# What you will do
List all lines in the material below that contain "position".

:::::

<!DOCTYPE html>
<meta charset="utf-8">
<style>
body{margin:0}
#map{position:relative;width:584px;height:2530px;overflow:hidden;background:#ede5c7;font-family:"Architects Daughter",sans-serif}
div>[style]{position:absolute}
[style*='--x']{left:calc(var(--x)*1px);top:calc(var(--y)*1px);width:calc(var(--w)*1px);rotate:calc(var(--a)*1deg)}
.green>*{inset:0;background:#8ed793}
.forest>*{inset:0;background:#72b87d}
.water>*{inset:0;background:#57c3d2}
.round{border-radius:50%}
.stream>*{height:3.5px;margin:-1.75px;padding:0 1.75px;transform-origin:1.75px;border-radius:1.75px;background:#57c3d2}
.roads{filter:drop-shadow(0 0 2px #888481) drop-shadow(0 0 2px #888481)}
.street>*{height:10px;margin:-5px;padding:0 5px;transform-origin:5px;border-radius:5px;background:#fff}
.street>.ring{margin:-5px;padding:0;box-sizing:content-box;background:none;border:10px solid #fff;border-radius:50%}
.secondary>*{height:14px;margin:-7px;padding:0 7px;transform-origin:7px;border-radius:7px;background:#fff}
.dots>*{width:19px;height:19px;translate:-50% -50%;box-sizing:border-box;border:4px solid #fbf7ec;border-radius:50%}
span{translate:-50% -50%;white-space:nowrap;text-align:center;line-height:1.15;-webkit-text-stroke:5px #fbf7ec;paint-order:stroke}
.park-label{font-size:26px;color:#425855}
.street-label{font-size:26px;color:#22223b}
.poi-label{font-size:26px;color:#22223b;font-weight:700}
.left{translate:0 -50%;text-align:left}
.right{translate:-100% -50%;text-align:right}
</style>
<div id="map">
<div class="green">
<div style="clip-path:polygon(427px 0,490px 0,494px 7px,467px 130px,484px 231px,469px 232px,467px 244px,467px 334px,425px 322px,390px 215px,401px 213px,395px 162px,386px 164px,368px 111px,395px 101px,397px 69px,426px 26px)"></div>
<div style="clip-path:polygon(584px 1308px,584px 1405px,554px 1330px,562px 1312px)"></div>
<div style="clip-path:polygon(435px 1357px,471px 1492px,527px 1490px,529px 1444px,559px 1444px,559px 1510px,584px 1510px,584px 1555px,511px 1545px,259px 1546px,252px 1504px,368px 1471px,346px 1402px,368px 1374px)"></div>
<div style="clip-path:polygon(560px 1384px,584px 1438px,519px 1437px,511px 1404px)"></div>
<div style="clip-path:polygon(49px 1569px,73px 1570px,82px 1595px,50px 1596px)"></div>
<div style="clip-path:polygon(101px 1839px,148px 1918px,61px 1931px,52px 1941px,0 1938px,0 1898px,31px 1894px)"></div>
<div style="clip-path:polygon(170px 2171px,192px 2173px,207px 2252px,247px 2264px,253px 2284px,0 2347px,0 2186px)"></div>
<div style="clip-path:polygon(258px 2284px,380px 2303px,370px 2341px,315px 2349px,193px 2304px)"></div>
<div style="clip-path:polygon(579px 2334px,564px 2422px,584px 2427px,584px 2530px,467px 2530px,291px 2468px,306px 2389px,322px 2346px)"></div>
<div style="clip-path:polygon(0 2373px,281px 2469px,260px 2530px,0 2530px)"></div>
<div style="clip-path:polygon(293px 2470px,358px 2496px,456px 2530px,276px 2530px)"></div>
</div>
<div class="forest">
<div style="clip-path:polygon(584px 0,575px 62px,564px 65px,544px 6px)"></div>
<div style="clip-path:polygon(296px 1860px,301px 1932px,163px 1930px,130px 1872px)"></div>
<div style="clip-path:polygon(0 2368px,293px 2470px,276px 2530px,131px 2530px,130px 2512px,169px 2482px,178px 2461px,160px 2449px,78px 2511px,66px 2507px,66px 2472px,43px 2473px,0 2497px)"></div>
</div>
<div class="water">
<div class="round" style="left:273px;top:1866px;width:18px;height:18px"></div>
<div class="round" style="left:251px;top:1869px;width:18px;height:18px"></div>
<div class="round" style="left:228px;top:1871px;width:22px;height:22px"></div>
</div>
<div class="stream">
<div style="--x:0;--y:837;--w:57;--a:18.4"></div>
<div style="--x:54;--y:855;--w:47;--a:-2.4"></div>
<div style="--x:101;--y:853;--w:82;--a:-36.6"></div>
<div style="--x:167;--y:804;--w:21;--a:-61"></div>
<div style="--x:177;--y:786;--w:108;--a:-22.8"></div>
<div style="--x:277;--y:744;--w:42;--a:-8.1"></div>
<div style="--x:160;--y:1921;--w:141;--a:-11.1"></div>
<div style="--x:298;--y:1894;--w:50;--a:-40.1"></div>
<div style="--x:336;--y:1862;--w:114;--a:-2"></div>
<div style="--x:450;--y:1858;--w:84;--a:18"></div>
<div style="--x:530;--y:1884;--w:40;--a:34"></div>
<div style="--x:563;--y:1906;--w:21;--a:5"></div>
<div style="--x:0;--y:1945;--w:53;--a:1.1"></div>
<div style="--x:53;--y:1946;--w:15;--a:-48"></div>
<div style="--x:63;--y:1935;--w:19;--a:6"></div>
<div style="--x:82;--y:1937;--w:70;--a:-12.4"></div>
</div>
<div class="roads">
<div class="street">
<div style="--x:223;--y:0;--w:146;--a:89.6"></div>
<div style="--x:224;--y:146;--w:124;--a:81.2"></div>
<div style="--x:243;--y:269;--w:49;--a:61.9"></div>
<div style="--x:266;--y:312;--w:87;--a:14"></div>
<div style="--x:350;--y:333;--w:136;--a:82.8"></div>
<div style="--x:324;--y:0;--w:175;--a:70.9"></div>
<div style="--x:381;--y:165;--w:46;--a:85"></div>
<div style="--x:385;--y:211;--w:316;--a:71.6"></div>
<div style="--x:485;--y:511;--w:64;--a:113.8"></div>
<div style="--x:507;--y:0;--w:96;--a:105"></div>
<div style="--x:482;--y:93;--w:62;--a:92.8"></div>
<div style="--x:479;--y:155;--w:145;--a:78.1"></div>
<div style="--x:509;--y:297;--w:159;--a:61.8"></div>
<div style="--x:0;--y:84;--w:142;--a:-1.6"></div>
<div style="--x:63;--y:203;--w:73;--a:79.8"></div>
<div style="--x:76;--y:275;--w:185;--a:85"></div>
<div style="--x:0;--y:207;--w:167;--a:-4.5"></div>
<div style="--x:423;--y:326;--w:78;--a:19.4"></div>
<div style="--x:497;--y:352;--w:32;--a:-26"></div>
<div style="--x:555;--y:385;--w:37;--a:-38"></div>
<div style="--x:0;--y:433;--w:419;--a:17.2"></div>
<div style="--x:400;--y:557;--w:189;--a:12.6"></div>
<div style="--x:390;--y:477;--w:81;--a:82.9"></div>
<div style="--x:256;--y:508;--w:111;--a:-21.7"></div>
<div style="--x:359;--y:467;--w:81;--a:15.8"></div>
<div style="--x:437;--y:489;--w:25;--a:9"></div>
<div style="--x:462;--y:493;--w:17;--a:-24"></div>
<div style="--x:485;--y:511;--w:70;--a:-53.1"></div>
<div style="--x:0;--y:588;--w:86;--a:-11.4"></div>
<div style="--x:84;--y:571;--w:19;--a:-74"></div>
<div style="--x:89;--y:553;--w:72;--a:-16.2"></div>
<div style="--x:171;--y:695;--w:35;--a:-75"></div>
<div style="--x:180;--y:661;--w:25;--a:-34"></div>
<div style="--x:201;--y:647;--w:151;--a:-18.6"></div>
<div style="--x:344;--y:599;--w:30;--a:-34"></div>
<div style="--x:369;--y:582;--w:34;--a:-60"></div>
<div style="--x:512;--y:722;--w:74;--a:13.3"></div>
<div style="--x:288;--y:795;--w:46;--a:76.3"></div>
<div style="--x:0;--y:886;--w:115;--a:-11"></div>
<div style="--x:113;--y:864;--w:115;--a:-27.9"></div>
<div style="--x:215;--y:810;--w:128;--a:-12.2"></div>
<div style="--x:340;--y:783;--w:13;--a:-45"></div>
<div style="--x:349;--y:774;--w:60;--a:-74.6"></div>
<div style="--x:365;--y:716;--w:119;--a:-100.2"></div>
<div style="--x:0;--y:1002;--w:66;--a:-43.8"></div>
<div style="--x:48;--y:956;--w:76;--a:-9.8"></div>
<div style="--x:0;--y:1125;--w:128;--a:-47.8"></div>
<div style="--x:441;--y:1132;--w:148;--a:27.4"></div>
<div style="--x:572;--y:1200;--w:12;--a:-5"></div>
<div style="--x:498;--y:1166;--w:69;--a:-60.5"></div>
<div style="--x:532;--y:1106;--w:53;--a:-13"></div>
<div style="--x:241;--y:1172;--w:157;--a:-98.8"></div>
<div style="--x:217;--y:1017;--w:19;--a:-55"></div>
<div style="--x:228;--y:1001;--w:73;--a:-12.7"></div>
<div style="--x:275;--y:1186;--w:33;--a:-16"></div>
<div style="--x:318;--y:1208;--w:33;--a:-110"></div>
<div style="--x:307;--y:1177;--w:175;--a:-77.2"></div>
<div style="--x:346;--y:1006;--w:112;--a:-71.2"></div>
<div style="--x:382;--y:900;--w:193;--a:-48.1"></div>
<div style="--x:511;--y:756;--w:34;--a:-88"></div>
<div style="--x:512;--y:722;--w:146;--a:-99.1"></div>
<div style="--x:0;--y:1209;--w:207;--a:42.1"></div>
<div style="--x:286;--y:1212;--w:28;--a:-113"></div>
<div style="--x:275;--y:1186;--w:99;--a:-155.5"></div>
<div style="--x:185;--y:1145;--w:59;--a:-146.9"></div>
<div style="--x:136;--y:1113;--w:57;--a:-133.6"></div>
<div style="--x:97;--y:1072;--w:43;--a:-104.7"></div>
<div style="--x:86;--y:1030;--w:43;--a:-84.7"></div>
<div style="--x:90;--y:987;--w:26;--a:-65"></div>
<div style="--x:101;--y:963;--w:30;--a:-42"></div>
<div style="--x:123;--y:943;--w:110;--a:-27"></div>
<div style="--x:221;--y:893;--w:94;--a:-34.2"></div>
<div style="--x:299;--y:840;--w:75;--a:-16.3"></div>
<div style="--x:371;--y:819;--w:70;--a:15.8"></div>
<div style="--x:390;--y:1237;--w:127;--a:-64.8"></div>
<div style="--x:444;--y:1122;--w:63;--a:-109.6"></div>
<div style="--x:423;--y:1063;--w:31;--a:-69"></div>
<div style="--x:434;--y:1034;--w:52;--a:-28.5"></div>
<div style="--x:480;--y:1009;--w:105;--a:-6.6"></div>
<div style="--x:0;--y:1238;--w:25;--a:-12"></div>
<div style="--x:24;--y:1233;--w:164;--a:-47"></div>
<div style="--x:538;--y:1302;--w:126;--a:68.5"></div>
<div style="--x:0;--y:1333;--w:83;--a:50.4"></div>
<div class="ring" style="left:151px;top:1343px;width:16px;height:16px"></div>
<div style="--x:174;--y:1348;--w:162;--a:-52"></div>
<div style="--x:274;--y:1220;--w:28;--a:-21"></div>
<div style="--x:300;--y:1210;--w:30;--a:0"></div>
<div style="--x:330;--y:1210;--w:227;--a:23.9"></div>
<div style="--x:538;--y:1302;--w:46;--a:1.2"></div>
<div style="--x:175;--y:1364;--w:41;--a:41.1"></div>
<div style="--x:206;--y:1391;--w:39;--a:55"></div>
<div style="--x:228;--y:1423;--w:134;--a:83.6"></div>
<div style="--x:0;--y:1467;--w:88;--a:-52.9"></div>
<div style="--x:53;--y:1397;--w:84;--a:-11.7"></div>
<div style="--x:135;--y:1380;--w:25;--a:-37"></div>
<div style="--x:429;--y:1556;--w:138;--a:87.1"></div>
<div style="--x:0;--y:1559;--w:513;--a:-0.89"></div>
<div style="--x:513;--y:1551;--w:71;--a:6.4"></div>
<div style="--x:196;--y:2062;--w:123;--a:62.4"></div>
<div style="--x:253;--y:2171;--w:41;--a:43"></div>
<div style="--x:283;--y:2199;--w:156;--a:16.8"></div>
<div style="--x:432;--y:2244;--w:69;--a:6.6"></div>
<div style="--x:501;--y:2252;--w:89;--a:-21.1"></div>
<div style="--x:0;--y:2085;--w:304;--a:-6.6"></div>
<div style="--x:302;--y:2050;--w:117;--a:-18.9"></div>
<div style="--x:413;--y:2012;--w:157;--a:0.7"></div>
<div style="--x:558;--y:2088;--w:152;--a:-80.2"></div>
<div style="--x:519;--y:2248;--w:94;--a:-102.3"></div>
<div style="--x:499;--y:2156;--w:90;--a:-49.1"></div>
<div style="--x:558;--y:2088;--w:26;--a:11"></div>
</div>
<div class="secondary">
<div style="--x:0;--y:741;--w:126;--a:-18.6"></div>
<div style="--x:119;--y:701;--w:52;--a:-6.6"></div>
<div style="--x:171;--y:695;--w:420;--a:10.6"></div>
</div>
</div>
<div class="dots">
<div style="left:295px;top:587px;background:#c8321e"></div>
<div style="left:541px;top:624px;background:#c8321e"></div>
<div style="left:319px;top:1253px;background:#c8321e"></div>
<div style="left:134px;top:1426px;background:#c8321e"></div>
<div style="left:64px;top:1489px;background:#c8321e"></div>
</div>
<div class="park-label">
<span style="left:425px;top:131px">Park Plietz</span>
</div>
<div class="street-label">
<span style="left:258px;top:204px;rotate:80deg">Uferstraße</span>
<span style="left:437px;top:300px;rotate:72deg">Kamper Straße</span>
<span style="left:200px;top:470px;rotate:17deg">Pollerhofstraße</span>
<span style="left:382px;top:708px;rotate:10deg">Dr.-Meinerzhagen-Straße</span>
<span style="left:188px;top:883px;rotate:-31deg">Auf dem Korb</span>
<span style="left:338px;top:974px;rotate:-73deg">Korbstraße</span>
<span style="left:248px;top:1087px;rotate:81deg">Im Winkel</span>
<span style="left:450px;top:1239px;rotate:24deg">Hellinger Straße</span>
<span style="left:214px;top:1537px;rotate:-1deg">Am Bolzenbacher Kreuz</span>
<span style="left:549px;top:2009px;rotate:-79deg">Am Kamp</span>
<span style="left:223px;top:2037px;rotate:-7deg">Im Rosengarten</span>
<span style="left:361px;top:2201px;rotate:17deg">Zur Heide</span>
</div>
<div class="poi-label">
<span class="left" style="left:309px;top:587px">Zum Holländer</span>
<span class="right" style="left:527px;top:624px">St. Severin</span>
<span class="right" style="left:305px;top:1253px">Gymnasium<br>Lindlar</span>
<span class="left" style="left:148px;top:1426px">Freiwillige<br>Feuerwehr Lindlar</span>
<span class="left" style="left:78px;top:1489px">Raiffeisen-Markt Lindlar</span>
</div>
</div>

:::::

# Exercise answer
#map{position:relative;width:584px;height:2530px;overflow:hidden;background:#ede5c7;font-family:"Architects Daughter",sans-serif}
div>[style]{position:absolute}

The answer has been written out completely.